---
title: "Generalized Cross-Validation with Origami"
author: "Jeremy Coyle & Nima Hejazi"
date: "`r Sys.Date()`"
output: rmarkdown::html_vignette
bibliography: refs.bib
vignette: >
  %\VignetteIndexEntry{Generalized Cross-Validation with Origami}
  %\VignetteEngine{knitr::rmarkdown}
  \usepackage[utf8]{inputenc}
---

## Introduction

Cross-validation is an essential tool for evaluating how any given data analytic
procedure extends from a sample to the target population from which the sample
is derived.

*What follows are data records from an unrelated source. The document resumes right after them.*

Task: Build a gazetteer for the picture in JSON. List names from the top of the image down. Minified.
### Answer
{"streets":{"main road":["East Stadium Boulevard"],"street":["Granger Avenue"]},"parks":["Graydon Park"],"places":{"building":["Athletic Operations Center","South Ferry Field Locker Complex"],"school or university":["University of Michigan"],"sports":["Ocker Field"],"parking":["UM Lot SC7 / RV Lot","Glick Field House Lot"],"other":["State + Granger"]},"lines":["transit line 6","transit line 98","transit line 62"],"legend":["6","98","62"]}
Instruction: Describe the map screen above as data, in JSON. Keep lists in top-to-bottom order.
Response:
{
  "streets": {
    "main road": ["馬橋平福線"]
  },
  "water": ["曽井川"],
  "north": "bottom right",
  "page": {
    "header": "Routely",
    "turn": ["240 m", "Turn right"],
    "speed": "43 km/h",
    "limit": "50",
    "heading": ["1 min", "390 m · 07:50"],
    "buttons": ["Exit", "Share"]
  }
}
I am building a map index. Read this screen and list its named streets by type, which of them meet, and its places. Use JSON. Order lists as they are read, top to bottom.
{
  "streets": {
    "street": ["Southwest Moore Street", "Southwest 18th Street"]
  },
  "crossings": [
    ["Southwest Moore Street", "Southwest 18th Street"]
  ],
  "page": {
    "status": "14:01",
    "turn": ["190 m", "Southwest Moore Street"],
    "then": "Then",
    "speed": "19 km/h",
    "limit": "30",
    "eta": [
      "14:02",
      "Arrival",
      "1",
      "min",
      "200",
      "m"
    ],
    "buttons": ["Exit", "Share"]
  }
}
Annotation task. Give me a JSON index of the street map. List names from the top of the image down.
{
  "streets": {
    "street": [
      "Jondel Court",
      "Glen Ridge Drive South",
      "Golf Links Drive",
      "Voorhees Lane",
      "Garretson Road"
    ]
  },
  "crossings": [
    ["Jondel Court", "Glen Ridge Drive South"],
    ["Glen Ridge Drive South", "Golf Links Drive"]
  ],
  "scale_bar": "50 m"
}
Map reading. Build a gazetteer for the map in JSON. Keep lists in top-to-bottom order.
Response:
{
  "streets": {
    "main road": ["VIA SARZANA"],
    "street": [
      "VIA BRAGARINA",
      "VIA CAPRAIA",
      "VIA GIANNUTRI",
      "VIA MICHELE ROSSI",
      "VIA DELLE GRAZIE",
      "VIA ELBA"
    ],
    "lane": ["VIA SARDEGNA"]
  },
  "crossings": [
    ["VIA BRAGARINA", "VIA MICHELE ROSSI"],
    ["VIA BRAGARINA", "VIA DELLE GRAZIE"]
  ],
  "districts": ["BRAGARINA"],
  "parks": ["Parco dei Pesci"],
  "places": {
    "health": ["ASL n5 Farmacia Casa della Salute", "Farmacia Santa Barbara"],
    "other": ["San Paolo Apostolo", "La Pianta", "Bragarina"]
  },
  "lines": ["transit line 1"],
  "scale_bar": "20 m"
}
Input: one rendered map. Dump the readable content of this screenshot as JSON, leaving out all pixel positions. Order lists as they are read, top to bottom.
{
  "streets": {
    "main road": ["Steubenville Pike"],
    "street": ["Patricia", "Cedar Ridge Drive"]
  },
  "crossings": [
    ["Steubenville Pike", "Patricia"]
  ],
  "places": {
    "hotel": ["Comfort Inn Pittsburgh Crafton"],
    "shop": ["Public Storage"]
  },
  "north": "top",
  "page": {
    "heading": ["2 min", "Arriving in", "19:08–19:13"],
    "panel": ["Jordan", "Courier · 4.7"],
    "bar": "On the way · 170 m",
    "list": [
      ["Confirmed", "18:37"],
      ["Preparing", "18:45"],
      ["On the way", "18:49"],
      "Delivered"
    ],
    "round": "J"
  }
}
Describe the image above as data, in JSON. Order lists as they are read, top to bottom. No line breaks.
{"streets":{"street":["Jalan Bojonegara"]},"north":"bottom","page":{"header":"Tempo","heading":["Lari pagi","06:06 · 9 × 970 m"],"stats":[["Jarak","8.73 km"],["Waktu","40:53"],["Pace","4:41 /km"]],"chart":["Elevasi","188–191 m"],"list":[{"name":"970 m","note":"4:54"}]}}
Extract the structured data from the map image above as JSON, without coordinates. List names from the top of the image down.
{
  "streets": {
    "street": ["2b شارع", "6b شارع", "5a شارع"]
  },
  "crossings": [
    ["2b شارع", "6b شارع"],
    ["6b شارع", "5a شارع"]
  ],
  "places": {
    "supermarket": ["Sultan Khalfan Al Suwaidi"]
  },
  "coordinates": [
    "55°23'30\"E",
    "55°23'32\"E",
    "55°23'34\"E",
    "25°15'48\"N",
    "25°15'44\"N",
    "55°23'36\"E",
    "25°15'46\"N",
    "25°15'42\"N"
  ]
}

It has seen widespread application in all facets of statistics,
perhaps most notably statistical machine learning.  When used for model
selection, cross-validation has powerful optimality properties
[@vaart2006oracle], [@vdl2007super].

<!--
and for CV-TMLE based parameter estimation, elimination of difficult-to-assess
empirical process conditions from CV-TMLE step [@Zheng:2010ua].
-->

Cross-validation works by partitioning a sample into complementary subsets,
applying a particular data analytic (statistical) routine on a subset (the
"training" set), and evaluating the routine of choice on the complementary
subset (the "testing" set). This procedure is repeated across multiple
partitions of the data. A variety of different  partitioning schemes exist, such
as V-fold cross-validation and bootstrap cross-validation, many of which are
supported by `origami`. The `origami` package provides a suite of tools that
generalize  the application of cross-validation to arbitrary data analytic
procedures. The use of `origami` is best illustrated by example.

---

## Cross-validation with linear regression

We'll start by examining a fairly simple data set:
```{r load_data}
data(mtcars)
head(mtcars)
```

One might be interested in examining how the efficiency of a car, as measured by
miles-per-gallon (mpg), is explained by various technical aspects of the car,
with data across a variety of different models of cars. Linear regression is
perhaps the simplest statistical procedure that could be used to make such
deductions. Let's try it out:
```{r linear_mod}
lm_mod <- lm(mpg ~ ., data = mtcars)
summary(lm_mod)
```

We can assess how well the model fits the data by comparing the predictions of
the linear model to the true outcomes observed in the data set. This is the
well known (and standard) mean squared error. We can extract that from the `lm` 
model object like so:

```{r get_naive_error}
err <- mean(resid(lm_mod)^2)
```

The mean squared error is `r err`. There is an important problem that arises
when we assess the model in this way -- that is, we have trained our linear
regression model on the full data set and assessed the error on the full data
set, using up all of our data. We, of course, are generally not interested in
how well the model explains variation in the observed data; rather, we are
interested in how the explanation provided by the model generalizes to a target
population from which the sample is presumably derived. Having used all of our
available data, we cannot honestly evaluate how well the model fits (and thus
explains) variation at the population level.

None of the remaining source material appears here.